=== Begin Enclosure ===

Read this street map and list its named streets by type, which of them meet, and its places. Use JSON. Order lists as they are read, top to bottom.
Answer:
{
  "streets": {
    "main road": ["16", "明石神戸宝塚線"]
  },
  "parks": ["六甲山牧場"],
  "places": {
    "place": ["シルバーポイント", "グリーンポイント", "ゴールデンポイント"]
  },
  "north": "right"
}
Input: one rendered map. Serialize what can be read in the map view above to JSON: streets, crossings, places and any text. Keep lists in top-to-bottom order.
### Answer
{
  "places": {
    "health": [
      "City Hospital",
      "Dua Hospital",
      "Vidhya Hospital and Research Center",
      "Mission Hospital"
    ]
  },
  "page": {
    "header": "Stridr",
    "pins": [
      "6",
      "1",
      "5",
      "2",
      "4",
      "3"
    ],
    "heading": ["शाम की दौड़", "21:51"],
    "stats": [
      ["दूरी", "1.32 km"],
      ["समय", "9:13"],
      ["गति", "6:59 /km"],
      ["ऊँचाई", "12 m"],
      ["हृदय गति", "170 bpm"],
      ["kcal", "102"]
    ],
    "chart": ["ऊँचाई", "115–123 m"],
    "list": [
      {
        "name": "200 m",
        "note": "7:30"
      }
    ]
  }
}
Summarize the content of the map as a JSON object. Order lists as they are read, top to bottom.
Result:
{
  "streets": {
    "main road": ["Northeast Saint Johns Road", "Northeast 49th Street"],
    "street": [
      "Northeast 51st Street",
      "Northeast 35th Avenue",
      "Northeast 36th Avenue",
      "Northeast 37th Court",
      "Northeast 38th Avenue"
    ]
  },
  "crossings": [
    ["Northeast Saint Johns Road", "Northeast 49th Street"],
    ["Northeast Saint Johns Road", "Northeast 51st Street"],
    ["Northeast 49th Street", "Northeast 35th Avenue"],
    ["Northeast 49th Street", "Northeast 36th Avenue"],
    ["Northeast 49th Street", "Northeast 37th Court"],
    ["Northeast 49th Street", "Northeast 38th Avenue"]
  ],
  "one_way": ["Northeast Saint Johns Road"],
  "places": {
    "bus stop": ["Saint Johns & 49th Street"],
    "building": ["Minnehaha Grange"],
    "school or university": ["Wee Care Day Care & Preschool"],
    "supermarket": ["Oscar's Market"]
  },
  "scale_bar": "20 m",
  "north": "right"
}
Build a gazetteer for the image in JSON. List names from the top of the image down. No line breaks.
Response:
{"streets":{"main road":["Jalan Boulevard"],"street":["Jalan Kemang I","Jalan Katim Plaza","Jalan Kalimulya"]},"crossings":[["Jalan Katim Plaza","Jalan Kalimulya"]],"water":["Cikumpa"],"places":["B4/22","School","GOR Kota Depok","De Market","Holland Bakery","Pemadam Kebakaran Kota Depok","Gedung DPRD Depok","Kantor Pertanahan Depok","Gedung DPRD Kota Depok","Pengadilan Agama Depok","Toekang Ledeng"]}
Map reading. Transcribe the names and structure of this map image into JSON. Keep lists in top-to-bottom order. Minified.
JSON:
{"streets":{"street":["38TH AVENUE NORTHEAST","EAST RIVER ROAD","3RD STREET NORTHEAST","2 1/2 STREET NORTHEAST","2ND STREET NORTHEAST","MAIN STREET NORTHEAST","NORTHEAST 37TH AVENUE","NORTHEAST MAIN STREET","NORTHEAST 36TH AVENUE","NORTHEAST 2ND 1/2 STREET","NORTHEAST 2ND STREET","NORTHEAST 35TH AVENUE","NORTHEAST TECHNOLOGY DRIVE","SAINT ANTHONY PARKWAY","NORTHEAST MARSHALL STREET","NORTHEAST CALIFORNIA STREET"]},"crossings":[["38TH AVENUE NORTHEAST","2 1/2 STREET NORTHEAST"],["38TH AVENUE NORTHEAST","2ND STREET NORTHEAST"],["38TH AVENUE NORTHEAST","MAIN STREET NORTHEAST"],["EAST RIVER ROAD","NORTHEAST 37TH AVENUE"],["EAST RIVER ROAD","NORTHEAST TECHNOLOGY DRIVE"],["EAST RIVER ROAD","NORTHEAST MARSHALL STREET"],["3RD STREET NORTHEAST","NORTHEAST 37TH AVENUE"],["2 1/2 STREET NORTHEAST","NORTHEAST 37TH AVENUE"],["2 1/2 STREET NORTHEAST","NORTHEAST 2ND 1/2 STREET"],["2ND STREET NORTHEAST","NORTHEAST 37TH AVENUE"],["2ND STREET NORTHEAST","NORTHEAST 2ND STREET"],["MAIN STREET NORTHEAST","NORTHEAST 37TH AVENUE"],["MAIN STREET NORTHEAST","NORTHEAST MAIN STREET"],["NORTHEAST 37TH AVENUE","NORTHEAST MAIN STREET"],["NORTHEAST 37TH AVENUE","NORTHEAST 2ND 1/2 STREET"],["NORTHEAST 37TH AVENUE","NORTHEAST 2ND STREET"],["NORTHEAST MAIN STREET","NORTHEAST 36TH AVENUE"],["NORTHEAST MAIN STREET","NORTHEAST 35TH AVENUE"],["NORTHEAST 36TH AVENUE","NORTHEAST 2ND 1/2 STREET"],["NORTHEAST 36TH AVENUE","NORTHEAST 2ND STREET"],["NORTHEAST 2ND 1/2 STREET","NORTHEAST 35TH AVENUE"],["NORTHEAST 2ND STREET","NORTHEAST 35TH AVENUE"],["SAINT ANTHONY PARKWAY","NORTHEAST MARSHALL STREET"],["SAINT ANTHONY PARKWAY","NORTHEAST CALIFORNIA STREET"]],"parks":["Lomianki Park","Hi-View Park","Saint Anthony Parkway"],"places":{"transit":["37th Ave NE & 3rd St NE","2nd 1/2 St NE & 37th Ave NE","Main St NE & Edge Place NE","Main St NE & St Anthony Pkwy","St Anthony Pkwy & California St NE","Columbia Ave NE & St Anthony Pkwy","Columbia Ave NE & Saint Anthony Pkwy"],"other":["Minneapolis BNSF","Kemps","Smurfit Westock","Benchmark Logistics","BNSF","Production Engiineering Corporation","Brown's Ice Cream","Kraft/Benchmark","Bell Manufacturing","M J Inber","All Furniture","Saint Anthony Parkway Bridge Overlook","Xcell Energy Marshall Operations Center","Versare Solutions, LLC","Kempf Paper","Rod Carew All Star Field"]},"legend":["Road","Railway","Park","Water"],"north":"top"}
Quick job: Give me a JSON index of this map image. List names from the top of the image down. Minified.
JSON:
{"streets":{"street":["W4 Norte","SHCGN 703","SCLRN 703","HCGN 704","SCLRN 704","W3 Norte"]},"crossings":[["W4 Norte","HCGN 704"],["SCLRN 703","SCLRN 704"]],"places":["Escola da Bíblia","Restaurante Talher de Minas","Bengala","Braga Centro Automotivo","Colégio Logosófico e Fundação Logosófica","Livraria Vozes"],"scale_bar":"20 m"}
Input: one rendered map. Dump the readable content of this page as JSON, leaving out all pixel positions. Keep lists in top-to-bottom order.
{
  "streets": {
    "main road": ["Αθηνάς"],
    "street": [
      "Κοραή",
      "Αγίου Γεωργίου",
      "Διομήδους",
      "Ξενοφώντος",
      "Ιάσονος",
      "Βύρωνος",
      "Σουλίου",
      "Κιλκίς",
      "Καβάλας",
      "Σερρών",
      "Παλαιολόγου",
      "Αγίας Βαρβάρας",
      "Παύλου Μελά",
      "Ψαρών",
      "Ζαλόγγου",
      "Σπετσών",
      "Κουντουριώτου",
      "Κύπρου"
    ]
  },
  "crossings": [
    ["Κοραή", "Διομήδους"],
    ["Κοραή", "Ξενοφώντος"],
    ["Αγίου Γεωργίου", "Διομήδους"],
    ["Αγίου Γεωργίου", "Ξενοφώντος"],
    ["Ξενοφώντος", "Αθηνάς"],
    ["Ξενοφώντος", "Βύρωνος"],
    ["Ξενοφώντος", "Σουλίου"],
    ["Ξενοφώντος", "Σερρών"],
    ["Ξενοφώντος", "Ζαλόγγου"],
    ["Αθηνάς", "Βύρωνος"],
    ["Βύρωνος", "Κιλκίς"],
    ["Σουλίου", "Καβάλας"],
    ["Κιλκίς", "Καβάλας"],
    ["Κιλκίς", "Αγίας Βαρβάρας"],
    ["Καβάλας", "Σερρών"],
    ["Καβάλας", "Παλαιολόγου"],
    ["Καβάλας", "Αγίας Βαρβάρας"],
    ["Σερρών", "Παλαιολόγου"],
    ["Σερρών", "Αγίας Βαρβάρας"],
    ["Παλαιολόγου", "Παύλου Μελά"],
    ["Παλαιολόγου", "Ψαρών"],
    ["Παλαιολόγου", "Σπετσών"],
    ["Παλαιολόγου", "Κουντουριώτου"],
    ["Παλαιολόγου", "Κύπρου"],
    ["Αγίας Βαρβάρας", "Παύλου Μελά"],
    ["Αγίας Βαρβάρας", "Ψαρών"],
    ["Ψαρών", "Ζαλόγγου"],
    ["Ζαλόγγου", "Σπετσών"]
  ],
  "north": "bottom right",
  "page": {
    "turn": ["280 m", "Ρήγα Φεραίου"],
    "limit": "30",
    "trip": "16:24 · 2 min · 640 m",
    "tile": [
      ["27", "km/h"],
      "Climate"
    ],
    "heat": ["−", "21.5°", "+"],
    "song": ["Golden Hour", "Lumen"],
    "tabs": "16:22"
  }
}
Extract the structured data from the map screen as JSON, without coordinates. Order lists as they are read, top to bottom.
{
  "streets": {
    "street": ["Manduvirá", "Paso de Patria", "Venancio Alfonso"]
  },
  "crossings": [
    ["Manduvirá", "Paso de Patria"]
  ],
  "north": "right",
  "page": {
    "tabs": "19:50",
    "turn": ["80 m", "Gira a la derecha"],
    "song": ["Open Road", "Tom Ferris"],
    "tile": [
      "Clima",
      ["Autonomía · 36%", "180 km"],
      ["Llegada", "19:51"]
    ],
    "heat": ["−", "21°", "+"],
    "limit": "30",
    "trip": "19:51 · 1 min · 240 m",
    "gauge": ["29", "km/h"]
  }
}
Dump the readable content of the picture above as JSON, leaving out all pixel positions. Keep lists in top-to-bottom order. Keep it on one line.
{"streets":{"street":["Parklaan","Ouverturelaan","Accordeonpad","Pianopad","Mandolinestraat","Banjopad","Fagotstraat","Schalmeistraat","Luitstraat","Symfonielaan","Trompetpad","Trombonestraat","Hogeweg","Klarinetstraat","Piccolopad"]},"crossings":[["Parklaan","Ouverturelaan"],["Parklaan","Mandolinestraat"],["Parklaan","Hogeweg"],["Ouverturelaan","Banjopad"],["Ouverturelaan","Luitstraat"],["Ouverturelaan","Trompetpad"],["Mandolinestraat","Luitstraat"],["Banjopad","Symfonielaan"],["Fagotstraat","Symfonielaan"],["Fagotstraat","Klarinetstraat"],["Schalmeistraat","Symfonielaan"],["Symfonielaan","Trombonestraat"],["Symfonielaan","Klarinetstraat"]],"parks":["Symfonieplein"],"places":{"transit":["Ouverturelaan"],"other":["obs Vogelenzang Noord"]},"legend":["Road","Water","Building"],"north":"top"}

=== End Enclosure ===

From the start of the data to the line that holds "Summarize the content", retype each line exactly, with both ends included.

WRITTEN RESPONSE:
Read this street map and list its named streets by type, which of them meet, and its places. Use JSON. Order lists as they are read, top to bottom.
Answer:
{
  "streets": {
    "main road": ["16", "明石神戸宝塚線"]
  },
  "parks": ["六甲山牧場"],
  "places": {
    "place": ["シルバーポイント", "グリーンポイント", "ゴールデンポイント"]
  },
  "north": "right"
}
Input: one rendered map. Serialize what can be read in the map view above to JSON: streets, crossings, places and any text. Keep lists in top-to-bottom order.
### Answer
{
  "places": {
    "health": [
      "City Hospital",
      "Dua Hospital",
      "Vidhya Hospital and Research Center",
      "Mission Hospital"
    ]
  },
  "page": {
    "header": "Stridr",
    "pins": [
      "6",
      "1",
      "5",
      "2",
      "4",
      "3"
    ],
    "heading": ["शाम की दौड़", "21:51"],
    "stats": [
      ["दूरी", "1.32 km"],
      ["समय", "9:13"],
      ["गति", "6:59 /km"],
      ["ऊँचाई", "12 m"],
      ["हृदय गति", "170 bpm"],
      ["kcal", "102"]
    ],
    "chart": ["ऊँचाई", "115–123 m"],
    "list": [
      {
        "name": "200 m",
        "note": "7:30"
      }
    ]
  }
}
Summarize the content of the map as a JSON object. Order lists as they are read, top to bottom.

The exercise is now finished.